------ SUPPLIED DATA
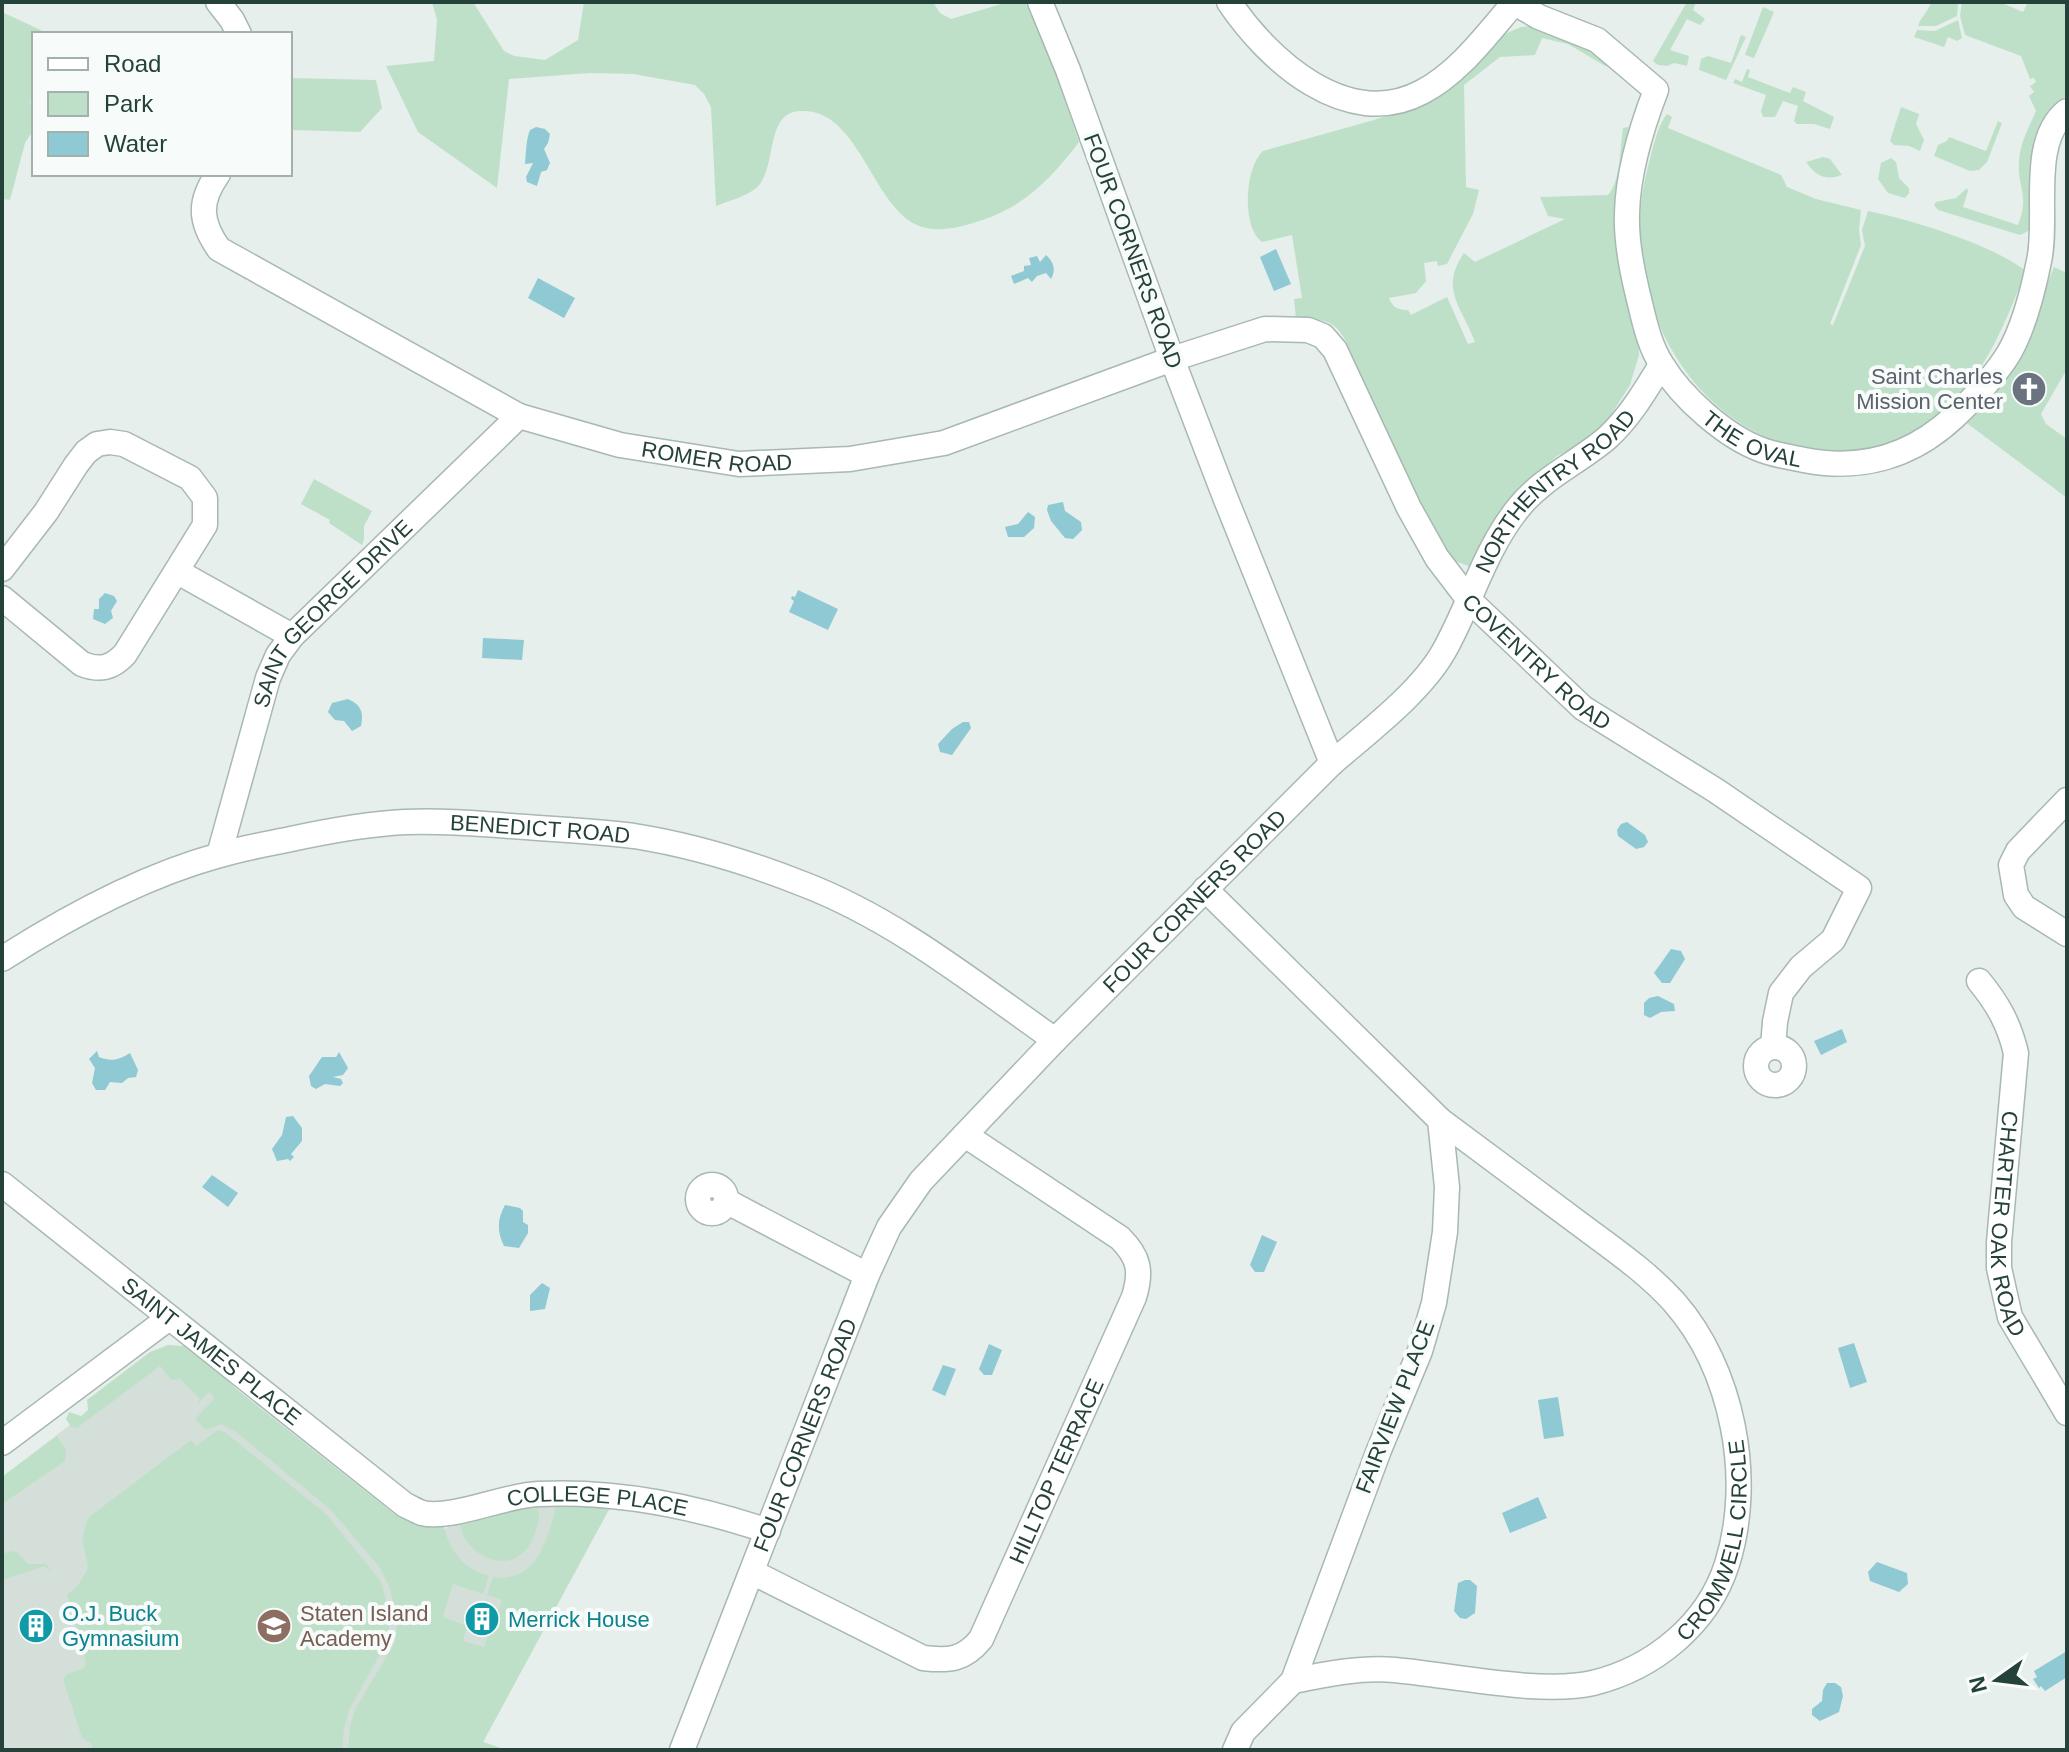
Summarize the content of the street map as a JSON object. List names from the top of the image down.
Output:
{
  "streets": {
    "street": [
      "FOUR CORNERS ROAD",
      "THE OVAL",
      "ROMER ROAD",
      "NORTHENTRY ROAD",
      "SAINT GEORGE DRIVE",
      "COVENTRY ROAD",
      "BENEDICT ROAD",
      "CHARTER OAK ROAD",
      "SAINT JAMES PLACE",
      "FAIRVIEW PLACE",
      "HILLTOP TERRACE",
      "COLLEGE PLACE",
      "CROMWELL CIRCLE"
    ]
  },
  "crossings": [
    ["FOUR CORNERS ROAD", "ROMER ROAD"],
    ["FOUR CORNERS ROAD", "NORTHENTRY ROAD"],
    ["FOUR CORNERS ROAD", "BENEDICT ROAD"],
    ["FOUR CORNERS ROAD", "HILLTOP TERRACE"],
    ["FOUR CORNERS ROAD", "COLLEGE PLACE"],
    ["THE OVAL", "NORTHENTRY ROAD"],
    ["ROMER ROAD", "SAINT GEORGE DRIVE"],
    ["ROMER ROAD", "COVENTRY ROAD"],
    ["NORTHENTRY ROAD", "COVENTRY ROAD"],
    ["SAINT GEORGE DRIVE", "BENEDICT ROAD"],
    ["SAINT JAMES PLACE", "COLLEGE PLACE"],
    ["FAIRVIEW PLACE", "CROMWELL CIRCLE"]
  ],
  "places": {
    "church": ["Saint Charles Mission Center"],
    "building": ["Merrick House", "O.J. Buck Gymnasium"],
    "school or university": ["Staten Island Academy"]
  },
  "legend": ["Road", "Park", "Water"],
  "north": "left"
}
------------
------ SUPPLIED DATA
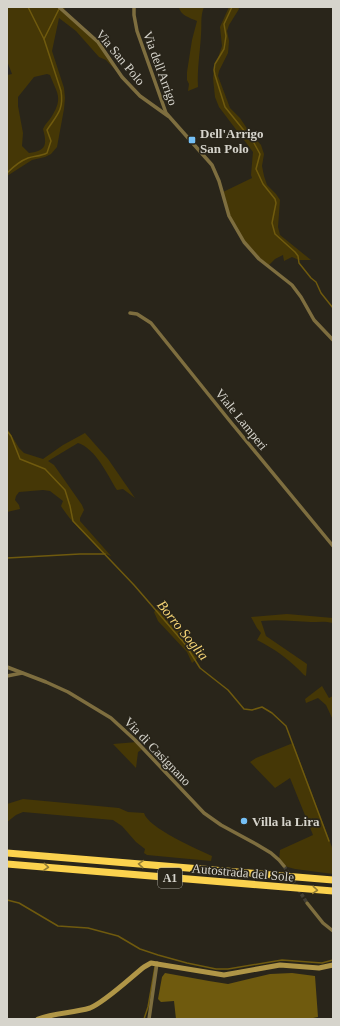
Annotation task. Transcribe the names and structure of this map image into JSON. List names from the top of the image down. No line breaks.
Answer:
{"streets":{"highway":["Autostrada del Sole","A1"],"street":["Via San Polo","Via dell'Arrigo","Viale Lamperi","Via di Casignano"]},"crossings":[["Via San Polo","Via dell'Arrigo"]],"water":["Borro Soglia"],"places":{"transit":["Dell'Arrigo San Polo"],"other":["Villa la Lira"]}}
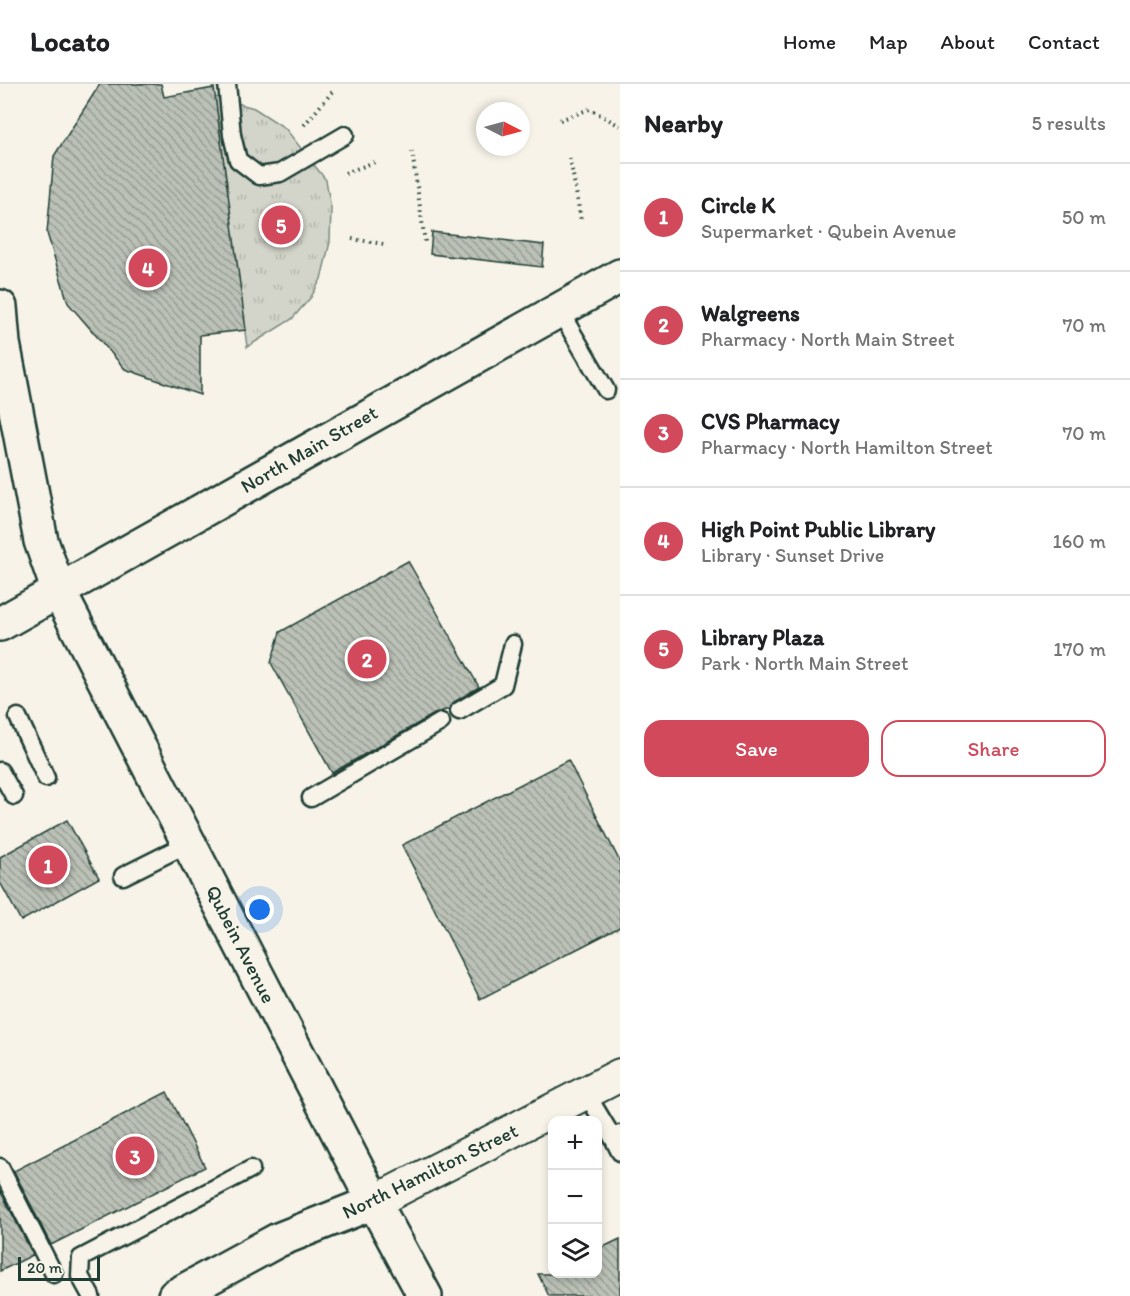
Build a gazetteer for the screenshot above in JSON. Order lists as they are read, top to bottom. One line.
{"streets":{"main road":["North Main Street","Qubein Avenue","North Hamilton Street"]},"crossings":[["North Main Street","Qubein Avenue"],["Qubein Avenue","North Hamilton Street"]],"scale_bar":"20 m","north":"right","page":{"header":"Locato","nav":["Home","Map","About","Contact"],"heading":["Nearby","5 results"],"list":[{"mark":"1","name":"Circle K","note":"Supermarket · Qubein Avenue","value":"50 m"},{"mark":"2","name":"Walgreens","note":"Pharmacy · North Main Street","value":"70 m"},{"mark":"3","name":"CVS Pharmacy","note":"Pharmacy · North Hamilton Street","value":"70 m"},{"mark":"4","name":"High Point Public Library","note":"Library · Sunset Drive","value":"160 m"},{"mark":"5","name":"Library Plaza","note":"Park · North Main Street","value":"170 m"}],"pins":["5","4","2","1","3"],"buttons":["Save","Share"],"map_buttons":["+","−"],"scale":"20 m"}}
------------
Among the entries above, how many lines contain the string "image"? Write the number alone.

2